- _What you need to do_: In the output, include exactly the lines from the beginning of the records up to and including the one that contains "c.strokeStyle = color;", and leave out the pictures.

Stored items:

○ ○ ○ ○ ○

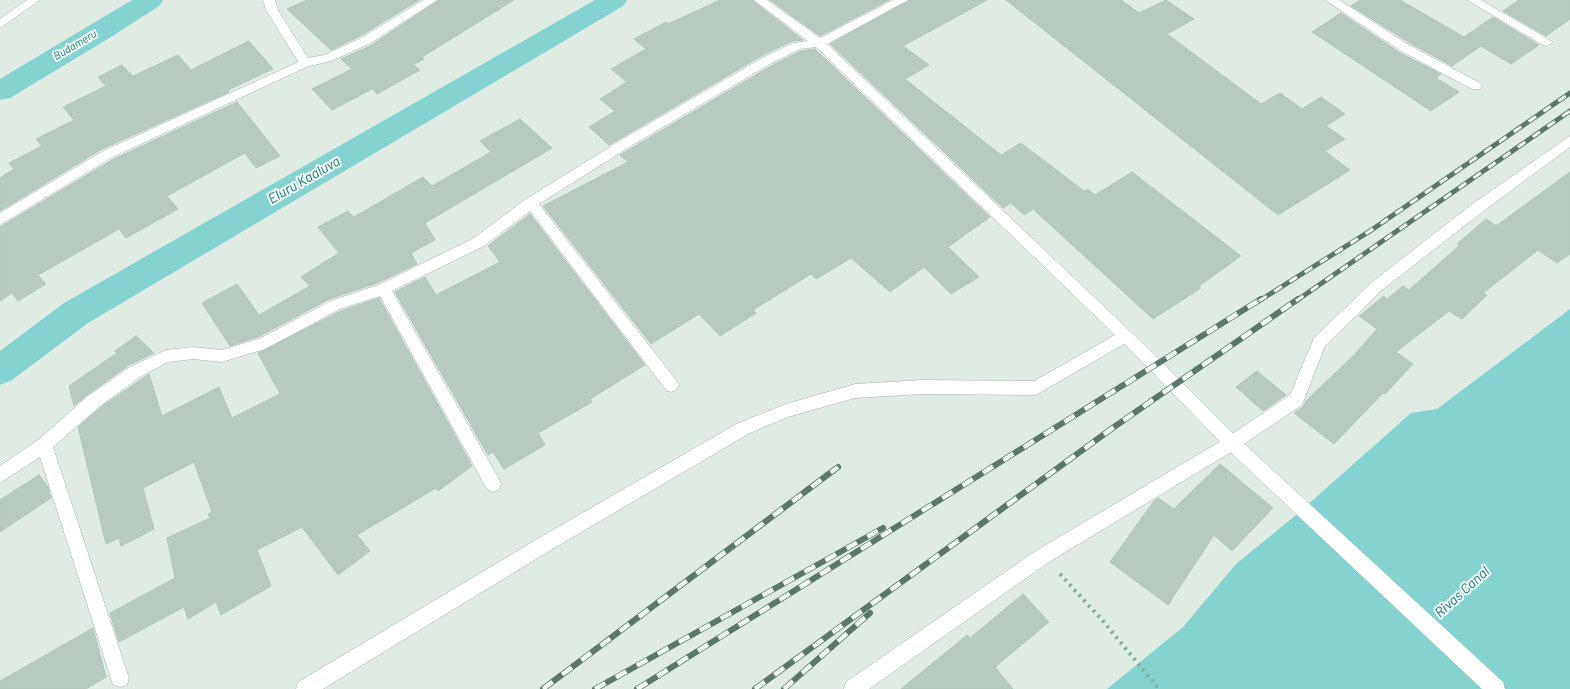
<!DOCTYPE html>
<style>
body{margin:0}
canvas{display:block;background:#e0ebe4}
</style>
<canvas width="1570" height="689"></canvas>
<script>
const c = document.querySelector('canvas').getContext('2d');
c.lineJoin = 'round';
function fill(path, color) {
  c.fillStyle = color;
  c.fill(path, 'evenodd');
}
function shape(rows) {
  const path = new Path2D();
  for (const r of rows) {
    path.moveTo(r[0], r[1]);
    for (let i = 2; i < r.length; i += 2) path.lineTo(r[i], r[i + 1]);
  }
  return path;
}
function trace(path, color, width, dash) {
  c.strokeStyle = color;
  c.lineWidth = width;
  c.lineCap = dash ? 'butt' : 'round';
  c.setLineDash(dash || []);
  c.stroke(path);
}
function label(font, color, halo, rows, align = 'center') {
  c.font = font + ' Barlow,sans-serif';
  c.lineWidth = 4;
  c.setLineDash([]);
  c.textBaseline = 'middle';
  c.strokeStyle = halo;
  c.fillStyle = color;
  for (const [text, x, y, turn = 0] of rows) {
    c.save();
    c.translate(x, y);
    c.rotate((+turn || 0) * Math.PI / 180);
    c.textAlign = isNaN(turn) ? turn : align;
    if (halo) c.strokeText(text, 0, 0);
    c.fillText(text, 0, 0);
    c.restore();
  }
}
fill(shape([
 [1570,309,1570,689,1107,689,1183,627,1236,564,1296,515,1411,413,1437,409]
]), '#85d3d0');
fill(shape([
 [132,0,163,0,159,6,111,37,10,98,0,100,0,79,132,0],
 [595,0,627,0,623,6,88,323,12,380,0,385,0,351,64,303,595,0]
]), '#85d3d0');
const building = shape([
 [307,0,419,0,360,36,331,50,287,9,307,0],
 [439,0,514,0,422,57,424,59,413,65,420,70,377,94,372,89,332,110,312,89,352,69,341,59,370,46,439,0],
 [720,0,752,0,803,40,792,41,761,56,609,145,589,127,615,111,600,99,627,82,611,69,646,49,634,39,666,22,668,24,720,0],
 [770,0,889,0,820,36,770,0],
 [910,0,987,0,903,46,929,65,905,79,1001,155,1021,143,1084,191,1088,189,1095,195,1132,172,1241,256,1199,286,1201,288,1153,319,1033,209,1024,215,1011,203,1003,208,830,44,910,0],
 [1006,0,1121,0,1139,13,1166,0,1194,19,1167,34,1261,104,1280,93,1302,109,1321,97,1345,114,1326,126,1345,139,1325,151,1350,170,1278,215,1006,0],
 [1360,0,1400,0,1464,37,1493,17,1539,45,1511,64,1481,46,1452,66,1410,43,1351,6,1360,0],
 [1519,0,1570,0,1570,19,1546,36,1503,11,1519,0],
 [1341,13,1400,53,1441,74,1436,78,1459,92,1431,111,1312,32,1341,13],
 [249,41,273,69,228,90,229,92,102,149,0,211,0,178,14,169,9,163,42,146,36,139,74,120,63,107,106,86,98,77,122,65,133,76,178,55,191,70,249,41],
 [815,49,990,217,948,247,979,277,951,294,924,267,890,292,851,258,816,279,811,274,753,310,756,313,720,336,699,314,651,344,543,206,628,162,620,155,771,66,801,51,815,49],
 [237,102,280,156,256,168,245,153,167,196,178,209,126,238,119,229,38,275,46,284,18,301,12,293,0,301,0,227,114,159,237,102],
 [520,119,552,148,425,223,435,240,411,253,417,264,377,283,329,299,260,336,230,346,202,303,237,284,259,315,310,286,301,277,339,253,318,227,348,211,354,217,423,177,432,186,491,152,480,141,520,119],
 [1570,172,1570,254,1557,263,1538,250,1483,293,1487,295,1462,319,1449,311,1396,352,1413,364,1385,394,1383,393,1334,444,1294,413,1303,407,1306,401,1355,354,1377,329,1359,316,1384,296,1387,299,1403,286,1409,290,1460,245,1457,244,1486,219,1496,226,1570,172],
 [530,214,645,365,590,399,592,402,538,433,545,445,504,469,493,452,488,455,395,292,425,277,436,295,500,262,488,246,530,214],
 [379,298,472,466,438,491,436,488,357,535,370,551,338,575,302,527,257,550,271,586,221,615,216,602,188,619,184,607,119,642,110,613,175,578,167,538,210,518,208,514,212,512,194,462,143,488,154,529,121,546,119,538,106,544,78,427,101,407,149,374,162,416,219,387,232,418,280,394,258,353,341,311,379,298],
 [136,336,154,353,129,365,87,395,74,406,69,386,117,353,115,351,136,336],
 [1257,371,1286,395,1263,411,1236,387,1257,371],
 [1220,464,1273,508,1232,551,1214,535,1168,605,1110,562,1154,501,1158,498,1174,509,1220,464],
 [39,475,48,487,51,498,0,532,0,500,39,475],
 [1023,594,1049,622,995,667,1013,689,901,689,967,635,970,638,1023,594],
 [93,628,106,677,86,689,0,689,0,681,93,628]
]);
fill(building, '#b8c9bf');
trace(building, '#b2c5ba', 1);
const street = shape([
 [27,0,40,0,0,28,0,19,27,0],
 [754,0,767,0,820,38,893,0,908,0,827,44,1131,332,1133,336,1131,340,1036,395,922,394,855,398,788,417,750,433,556,547,323,689,296,689,298,682,544,535,738,423,786,404,855,384,922,380,1034,381,1115,335,816,47,800,49,770,64,631,146,539,204,676,380,679,385,676,390,671,392,666,390,530,211,484,246,392,291,499,479,501,484,499,489,493,492,487,489,380,296,340,309,265,349,222,362,193,359,168,362,140,377,100,406,53,447,129,678,127,685,120,687,113,685,40,457,0,483,0,466,38,440,88,396,130,367,166,350,193,347,222,350,261,338,330,301,378,285,474,238,526,199,621,140,762,58,793,43,808,41,754,0],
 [1325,0,1339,0,1409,45,1480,83,1482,86,1480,89,1472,89,1401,51,1325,0],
 [1467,0,1481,0,1553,42,1547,46,1543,45,1467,0],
 [305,59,309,60,311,63,309,66,113,157,0,225,0,213,103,151,305,59],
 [1570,136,1570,147,1485,210,1382,290,1325,346,1302,405,1238,448,1049,562,869,689,844,689,846,682,1037,550,1226,438,1290,395,1314,338,1372,282,1475,202,1570,136]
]);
const secondary = shape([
 [263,0,275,0,278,10,308,58,324,55,361,38,423,0,437,0,369,44,331,61,305,67,299,63,266,10,263,0],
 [1126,330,1131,332,1238,438,1503,682,1505,689,1482,689,1226,448,1121,340,1119,336,1121,332,1126,330]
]);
trace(street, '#a3b3aa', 1);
trace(secondary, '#9eb8aa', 1);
trace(shape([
 [1060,574,1103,621,1159,689]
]), '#7fb098', 4, [2.5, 4.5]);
fill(street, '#fff');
fill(secondary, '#fff');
const railFar1 = shape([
 [1259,301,1370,231,1570,93],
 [1296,301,1570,111]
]);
const rail = shape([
 [543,689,838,467],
 [595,689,883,528],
 [637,689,1261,299],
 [755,689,1114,427,1298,299],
 [784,689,870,613]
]);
trace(railFar1, '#5a786a', 5);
trace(rail, '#5a786a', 6);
trace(railFar1, '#f0f8f3', 3, [9]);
trace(rail, '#f0f8f3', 4.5, [12]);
label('italic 11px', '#187a78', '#f0f8f3', [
 ["Budameru",75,45,-31]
]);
label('italic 14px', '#187a78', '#f0f8f3', [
 ["Eluru Kaaluva",304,180,-30],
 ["Rivas Canal",1462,592,-42]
]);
</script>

○ ○ ○ ○ ○

- _Response below_:
<!DOCTYPE html>
<style>
body{margin:0}
canvas{display:block;background:#e0ebe4}
</style>
<canvas width="1570" height="689"></canvas>
<script>
const c = document.querySelector('canvas').getContext('2d');
c.lineJoin = 'round';
function fill(path, color) {
  c.fillStyle = color;
  c.fill(path, 'evenodd');
}
function shape(rows) {
  const path = new Path2D();
  for (const r of rows) {
    path.moveTo(r[0], r[1]);
    for (let i = 2; i < r.length; i += 2) path.lineTo(r[i], r[i + 1]);
  }
  return path;
}
function trace(path, color, width, dash) {
  c.strokeStyle = color;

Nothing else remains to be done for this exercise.